The title One-to-One, a project by Elisa van Joolen, refers to the working method in which items of clothing are covered in black and blue ink and accordingly pressed on other pieces of clothing. Each item serves as a stamp, and is simultaneously being stamped on, thus creating a chain reaction making every One-To-One item both an original and a copy. As such the project One-to-One offers new perspectives on (re)production in fashion; it allows the viewer to look beyond the status conveyed by the label and see the actual, material properties of clothing.
One-to-One, as method, gives way to a new entity: it is both a fashionable wearable and a two-dimensional work. Besides the garments, the work also consists of paper sheets used in the process of pressing to block the ink from soaking the fabric. Together with the garments, this by-product of the pressing process subtly lays bare the essence of fashion: the weaving textures of the fabric, details such as zippers, seams and buttons, and brand logos.

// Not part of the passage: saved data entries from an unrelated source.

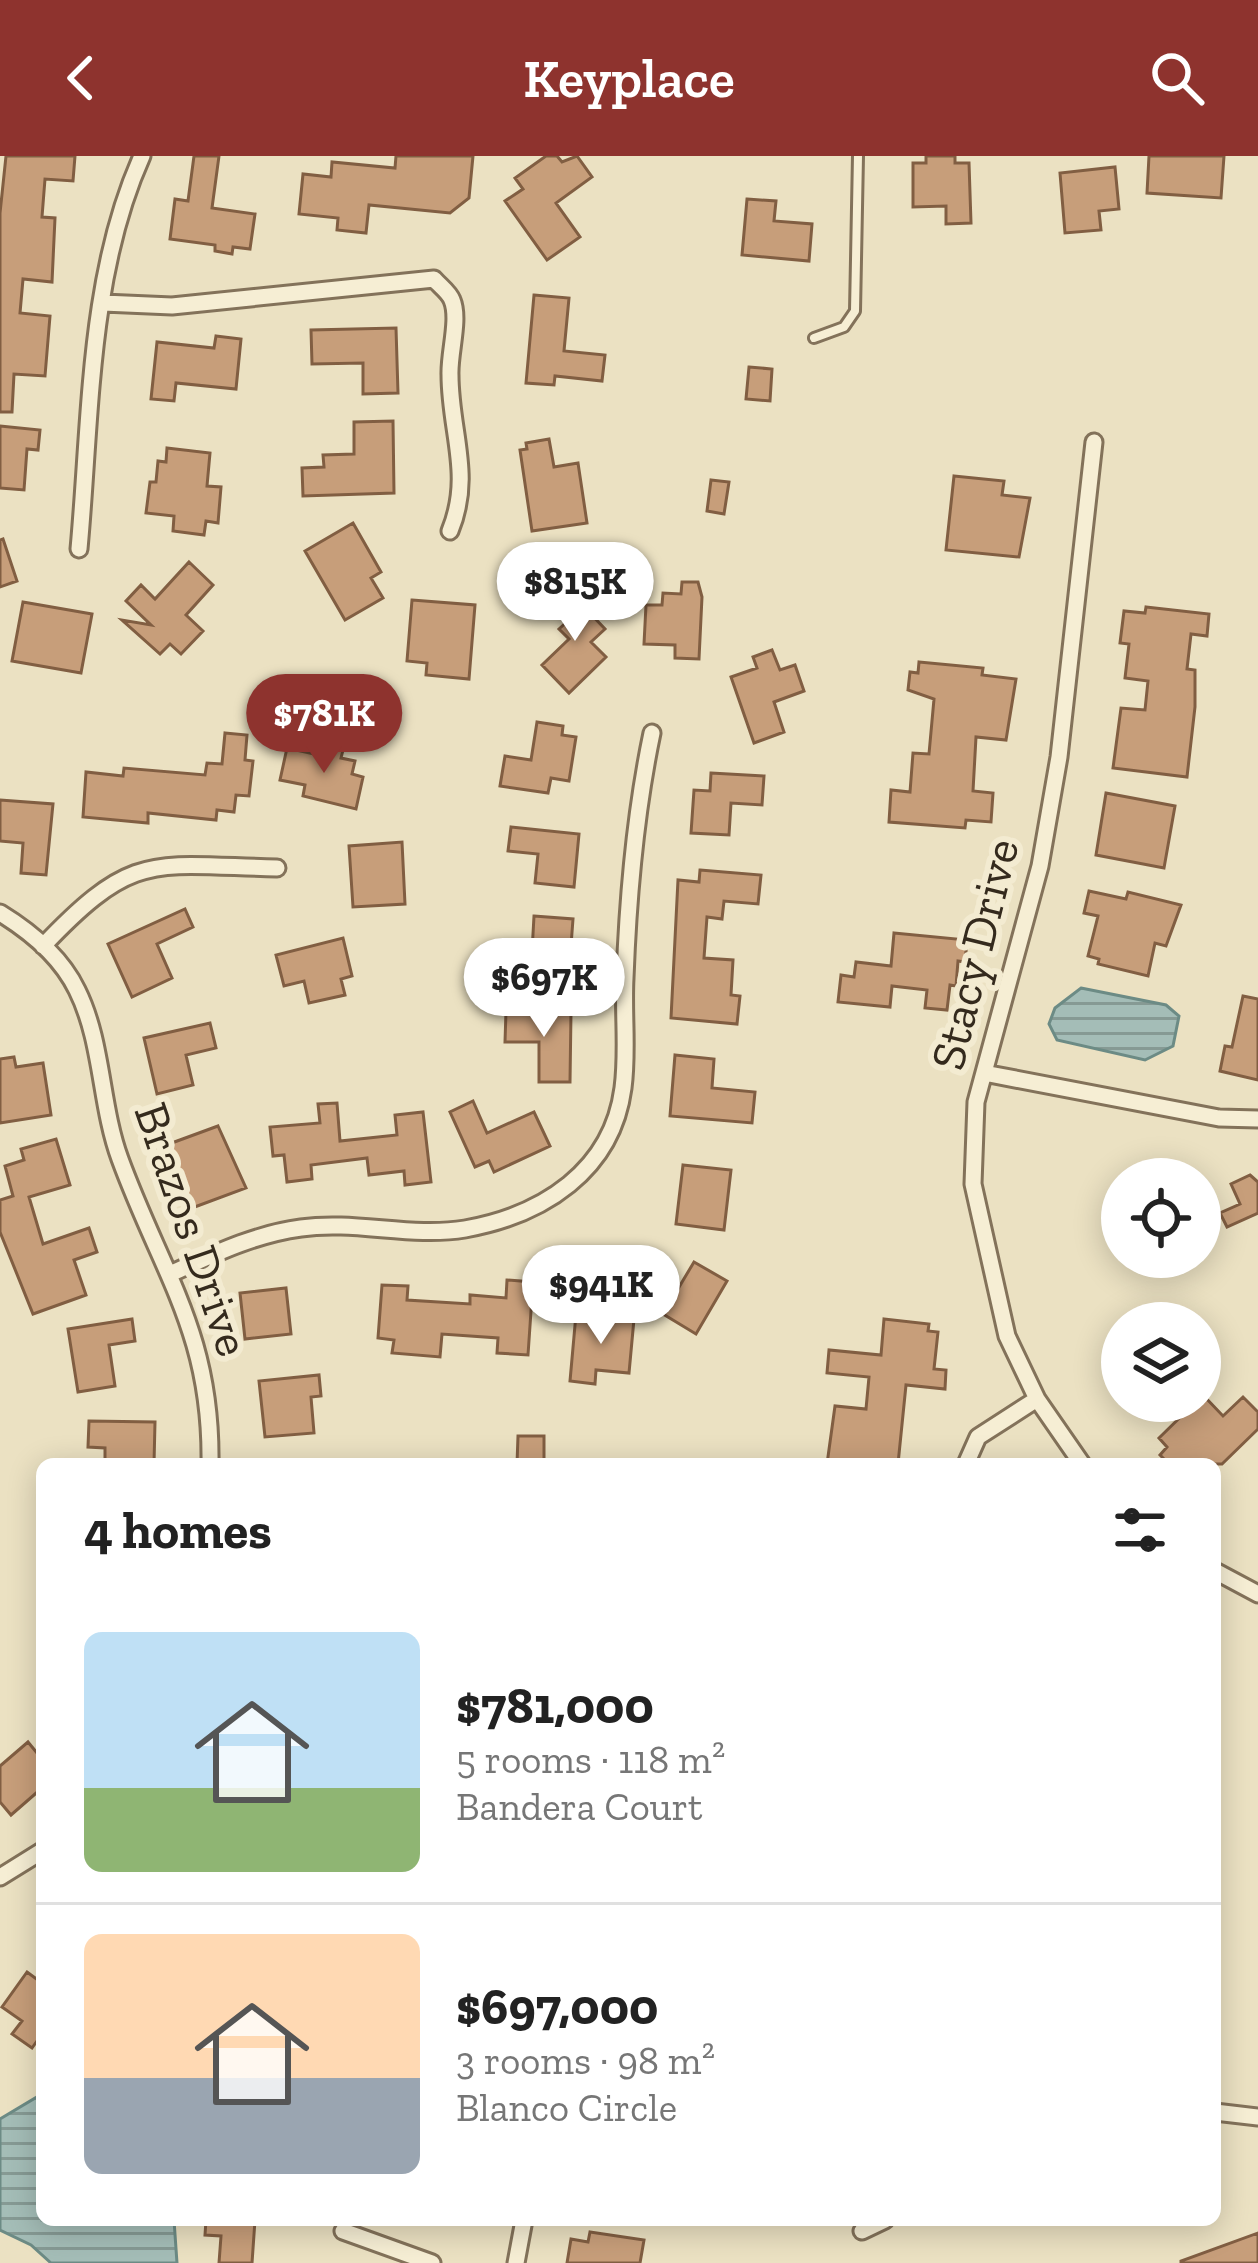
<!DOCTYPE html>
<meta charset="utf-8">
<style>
:root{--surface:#fff;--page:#f6f6f6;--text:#222;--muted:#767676;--line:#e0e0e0;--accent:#8e332e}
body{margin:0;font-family:"Zilla Slab",serif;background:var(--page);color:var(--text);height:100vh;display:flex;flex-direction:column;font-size:45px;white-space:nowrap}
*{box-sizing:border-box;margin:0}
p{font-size:39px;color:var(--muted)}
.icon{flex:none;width:66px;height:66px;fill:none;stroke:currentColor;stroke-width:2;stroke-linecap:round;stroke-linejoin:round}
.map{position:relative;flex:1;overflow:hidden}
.details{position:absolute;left:36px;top:1302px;width:1185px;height:768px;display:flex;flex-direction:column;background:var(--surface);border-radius:18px;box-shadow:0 6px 30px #0003}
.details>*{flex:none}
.controls{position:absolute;left:1101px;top:1002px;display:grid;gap:24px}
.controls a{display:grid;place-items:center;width:120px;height:120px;border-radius:50%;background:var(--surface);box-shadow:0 6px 30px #0003;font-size:60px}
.price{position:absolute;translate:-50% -102px;padding:0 27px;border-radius:42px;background:#fff;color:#222;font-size:39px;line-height:78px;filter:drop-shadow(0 3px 6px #0008)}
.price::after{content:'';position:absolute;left:50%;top:72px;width:36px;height:27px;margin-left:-18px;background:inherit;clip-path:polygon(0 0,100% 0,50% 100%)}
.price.on{background:var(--accent);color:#fff}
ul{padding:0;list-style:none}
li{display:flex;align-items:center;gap:36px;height:300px;padding:0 48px}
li+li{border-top:3px solid var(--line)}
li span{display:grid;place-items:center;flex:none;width:336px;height:240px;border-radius:18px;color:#555}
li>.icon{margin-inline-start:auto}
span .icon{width:144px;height:144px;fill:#fffc;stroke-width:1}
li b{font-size:51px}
h2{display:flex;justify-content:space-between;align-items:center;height:144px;padding:0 48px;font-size:51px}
header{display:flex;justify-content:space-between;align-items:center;height:156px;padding:0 48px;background:var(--accent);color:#fff;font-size:54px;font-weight:600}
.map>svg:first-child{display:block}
.water{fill:url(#water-rules);stroke:#6c8b85;stroke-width:3}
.building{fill:#c79e7a;stroke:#815e42;stroke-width:3}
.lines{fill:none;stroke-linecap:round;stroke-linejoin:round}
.lane-casing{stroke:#83725a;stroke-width:14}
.street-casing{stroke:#83725a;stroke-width:21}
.lane{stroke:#f6eed4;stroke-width:8}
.street{stroke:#f6eed4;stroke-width:15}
.labels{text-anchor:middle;stroke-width:12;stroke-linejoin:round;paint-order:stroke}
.street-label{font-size:48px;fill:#342a1d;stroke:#f3ebd1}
</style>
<header><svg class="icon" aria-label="back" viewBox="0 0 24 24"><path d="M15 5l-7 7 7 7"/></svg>Keyplace<svg class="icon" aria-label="search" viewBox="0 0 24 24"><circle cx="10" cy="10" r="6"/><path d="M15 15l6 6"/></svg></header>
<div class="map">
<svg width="1258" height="2107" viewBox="0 0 1258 2107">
<defs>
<pattern id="water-rules" width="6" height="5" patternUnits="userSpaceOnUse" patternTransform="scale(3)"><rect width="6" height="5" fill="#a4bdb7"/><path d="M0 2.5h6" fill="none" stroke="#869a94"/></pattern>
</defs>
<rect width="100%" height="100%" fill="#ebe1c2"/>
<path class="water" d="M1081 832 1166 849 1179 860 1173 890 1145 904 1057 884 1049 868 1055 852Z
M42 1938V2064H174L177 2107H51L31 2089 0 2074V1963Z"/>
<path class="building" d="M6 0H75L73 25 45 23 42 61 55 62 52 126 23 123 20 157 50 160 45 220 14 218 12 256H0V57Z
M194 0H219L212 52 255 58 250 93 233 91 232 98 215 95V89L170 83 175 43 188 45Z
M396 0H473L469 42 450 57 369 49 366 77 337 74 338 62 299 58 303 18 331 21 332 6 395 12Z
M546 0H557L562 6 577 0 592 21 556 47 580 81 547 104 505 45 523 33 515 22Z
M926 0H955V7H969L971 67 946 68V50L913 51V7H926Z
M1149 0H1224L1221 42 1147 37Z
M1115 11 1119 53 1099 55 1101 74 1065 77 1060 17Z
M747 43 776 45 774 65 812 68 809 105 742 99Z
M534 139 569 142 564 195 605 199 602 225 555 220 554 229 526 227Z
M396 172 398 237 363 238V207L312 208 311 174Z
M216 180 241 183 236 233 176 227 174 245 151 243 157 186 214 192Z
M749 211 772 213 770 245 746 243Z
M393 265 394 337 303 340 302 312 324 311 323 299 354 298V266Z
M0 270 40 274 38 294 27 293 24 334 0 332Z
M549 283 554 311 578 307 587 367 532 375 520 294 527 293 526 287Z
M167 292 210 297 207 330 221 331 218 367 206 365 204 379 173 375 174 360 146 357 150 326H156L158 305 166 306Z
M954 320 1004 325 1002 339 1030 342 1019 401 946 394Z
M711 324 729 326 724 358 707 355Z
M353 367 381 416 371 422 383 442 345 464 305 395Z
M3 383 17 425 0 431V384Z
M189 406 213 429 186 459 203 475 181 498 170 488 160 498 122 464 151 469 126 445 141 429 155 443Z
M682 426H698L702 441 699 503 675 502V489L644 488 646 449H662L663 437 681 438Z
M566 432 605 473 591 486 606 501 569 537 542 509 569 483 559 473 571 462 553 444Z
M412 444 475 449 469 523 426 519 427 507 407 505Z
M23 446 92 458 81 517 12 505Z
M1146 451 1209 458 1207 480 1191 478 1187 513 1195 514V551L1187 621 1113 612 1121 552 1145 554 1148 525 1125 522 1129 488 1120 487 1124 455 1145 457Z
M772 494 780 514 795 509 804 535 774 546 784 576 754 587 731 521 757 512 753 501Z
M919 506 983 512 982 519 1016 523 1006 584 976 581 973 635 993 637 991 666 966 664 965 672 889 666 891 634 910 636 913 597 929 598 934 543 908 534 910 516 918 517Z
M537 566 563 570 562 579 576 581 569 625 551 622 548 637 500 630 505 600 531 604Z
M225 577 247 579 245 604 253 605 249 640 236 639 234 656 217 654 216 664 148 657V667L83 661 86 616 123 620 124 612 205 619 207 607 222 608Z
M325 590 343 594 341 602 355 605 352 618 363 621 356 653 303 640 305 629 280 624 287 592 323 600Z
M711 617 764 620 762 649 731 647 729 679 691 677 694 634 710 635Z
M1106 637 1175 650 1164 712 1096 699Z
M0 644 53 648 46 719 21 717 23 687 0 685Z
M511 671 579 678 574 731 535 727 538 698 508 695Z
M402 686 405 748 353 751 349 690Z
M700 714 761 719 758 748 724 745 722 763 707 761 704 802 733 804 731 839 740 840 737 868 671 862 678 724 699 726Z
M1089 735 1126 743 1128 736 1181 749 1166 790 1155 787 1148 820 1098 808 1099 803 1088 800 1098 760 1084 757Z
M185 753 193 771 157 788 172 822 132 841 108 788Z
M534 760 573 763 568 830 493 825 495 794 532 796Z
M894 777 967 784 965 806 958 805 956 830 950 829 947 854 925 852 927 834 892 830 890 851 838 846 841 819 854 821 856 806 891 810Z
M343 782 352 820 341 823 345 839 309 847 304 825 284 830 276 799Z
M1243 840 1258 843V924L1220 915 1225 890 1232 891Z
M506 855 571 856 570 926H539V886H505Z
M210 867 216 892 186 899 193 929 157 938 144 882Z
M675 899 714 903 712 932 755 936 752 967 670 960Z
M14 901 16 911 43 907 51 959 0 967V903Z
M473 945 487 977 534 956 550 990 494 1016 489 1005 475 1011 450 956Z
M337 947 340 985 397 979 395 959 423 956 431 1026 405 1029 404 1015 369 1019 367 1002 311 1009 312 1023 287 1026 284 999 273 1000 270 971 320 967 318 948Z
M218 970 246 1032 192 1052 169 988Z
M56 983 70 1029 29 1041 43 1088 89 1072 97 1096 74 1104 86 1139 33 1158 0 1076V1044L13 1040 5 1010 24 1004 21 993Z
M683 1009 731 1014 724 1074 676 1068Z
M1250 1019 1258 1026V1057L1227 1071 1220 1057 1240 1048 1231 1028Z
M694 1106 727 1125 696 1178 663 1158Z
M507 1124 533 1126 528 1199 497 1197 498 1182 442 1178 440 1201 392 1197 394 1184 378 1182 382 1129 408 1130 407 1144 470 1148V1139L506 1142Z
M286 1132 291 1178 245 1183 240 1137Z
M576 1158 634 1163 629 1217 596 1214 595 1228 570 1225Z
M132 1163 135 1185 109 1189 115 1230 78 1236 68 1173Z
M884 1163 929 1168 928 1175 938 1176 934 1213 946 1214 945 1233 906 1229 898 1308H827L835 1250 866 1253 869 1221 827 1217 829 1194 881 1199Z
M319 1219 321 1240 311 1241 314 1277 265 1281 259 1225Z
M1203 1239 1223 1260 1243 1241 1258 1256V1273L1222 1308H1169L1160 1299 1167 1291 1159 1282Z
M89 1265 155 1266 154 1308H105V1292L88 1291Z
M518 1280H544V1308H517Z
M28 1586 42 1603V1632L11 1659 0 1646V1610Z
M27 1816 42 1827V1878L32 1892 12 1878 22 1865 2 1851Z
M206 2064H255L252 2107H219L221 2080 205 2079Z
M590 2076 644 2084 640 2107H567L571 2083 588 2086Z
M1258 2077V2107H1181V2105Z"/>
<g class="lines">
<g class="lane-casing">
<path id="lane" d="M814 182 844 171 855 155 858 0"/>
</g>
<g class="street-casing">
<path id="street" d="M103 147 172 150 434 123C440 130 449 136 452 144 460 163 449 197 450 219 450 276 473 319 450 375
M79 393C91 263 88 120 142 0
M0 757C31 776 61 801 77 834 103 886 100 949 120 1003 162 1118 212 1177 210 1308
M43 790C134 694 152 709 277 712
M984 917 1219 962 1258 963
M172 1117C214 1098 255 1078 301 1072 355 1064 411 1082 465 1073 543 1059 612 1015 623 932 628 895 623 859 625 822 628 740 635 658 652 577
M966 1308 978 1281 1037 1243
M1082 1308 1037 1243 1007 1180 973 1028 976 946 1040 710 1059 601 1094 286
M1215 1415 1258 1438
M0 1721 42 1695
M1215 1956 1258 1961
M343 2075 432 2107
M862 2075 885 2064
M516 2107 524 2064"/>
</g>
<use href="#lane" class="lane"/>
<use href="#street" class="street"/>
</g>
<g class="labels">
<g class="street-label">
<text transform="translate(974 798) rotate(-76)" y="17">Stacy Drive</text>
<text transform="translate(193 1073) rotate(71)" y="17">Brazos Drive</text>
</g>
</g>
</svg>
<div class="controls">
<a><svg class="icon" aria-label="locate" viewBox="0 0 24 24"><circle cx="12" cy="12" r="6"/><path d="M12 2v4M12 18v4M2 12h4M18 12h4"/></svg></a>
<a><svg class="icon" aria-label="layers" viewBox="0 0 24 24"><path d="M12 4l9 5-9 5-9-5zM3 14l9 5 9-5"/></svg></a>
</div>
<b class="price" style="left:575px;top:488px">$815K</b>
<b class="price on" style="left:324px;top:620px">$781K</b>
<b class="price" style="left:544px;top:884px">$697K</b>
<b class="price" style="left:601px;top:1191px">$941K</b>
<section class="details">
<h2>4 homes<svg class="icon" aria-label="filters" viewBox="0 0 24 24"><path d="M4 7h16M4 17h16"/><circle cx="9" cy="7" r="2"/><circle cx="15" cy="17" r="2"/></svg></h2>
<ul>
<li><span style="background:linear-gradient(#bfe0f5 65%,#8fb573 0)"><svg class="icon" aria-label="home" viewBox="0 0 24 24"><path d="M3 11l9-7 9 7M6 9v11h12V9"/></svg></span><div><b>$781,000</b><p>5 rooms · 118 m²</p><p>Bandera Court</p></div></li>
<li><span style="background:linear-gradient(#ffd9b3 60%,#9aa5b1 0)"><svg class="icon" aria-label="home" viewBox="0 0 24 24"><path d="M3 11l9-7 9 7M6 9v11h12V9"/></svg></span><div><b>$697,000</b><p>3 rooms · 98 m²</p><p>Blanco Circle</p></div></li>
</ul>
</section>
</div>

At Onomatopee, the visitor is invited to wear the One-to-One garments. The printing sheets of the recently published One-to-One Reader are made into a fitting room. As such, Elisa van Joolen encourages the viewer to move beyond the static process of looking at fashion towards embodying it as well.
Exploring these dualities within fashion – the material versus the immaterial and fashion as an artefact versus fashion as an embodied experience – Van Joolen aims to open up perspectives on the role of (re)production within the fashion system and value creation in relation to the material and immaterial properties of our garments.
These threads are explored in a publication, released and available through Onomatopee – by diverse experts in the international field.
One-To-One is part in 11''x 17'', an ongoing project that examines and challenges the fashion industry’s prevailing value systems and proposes new methods of production.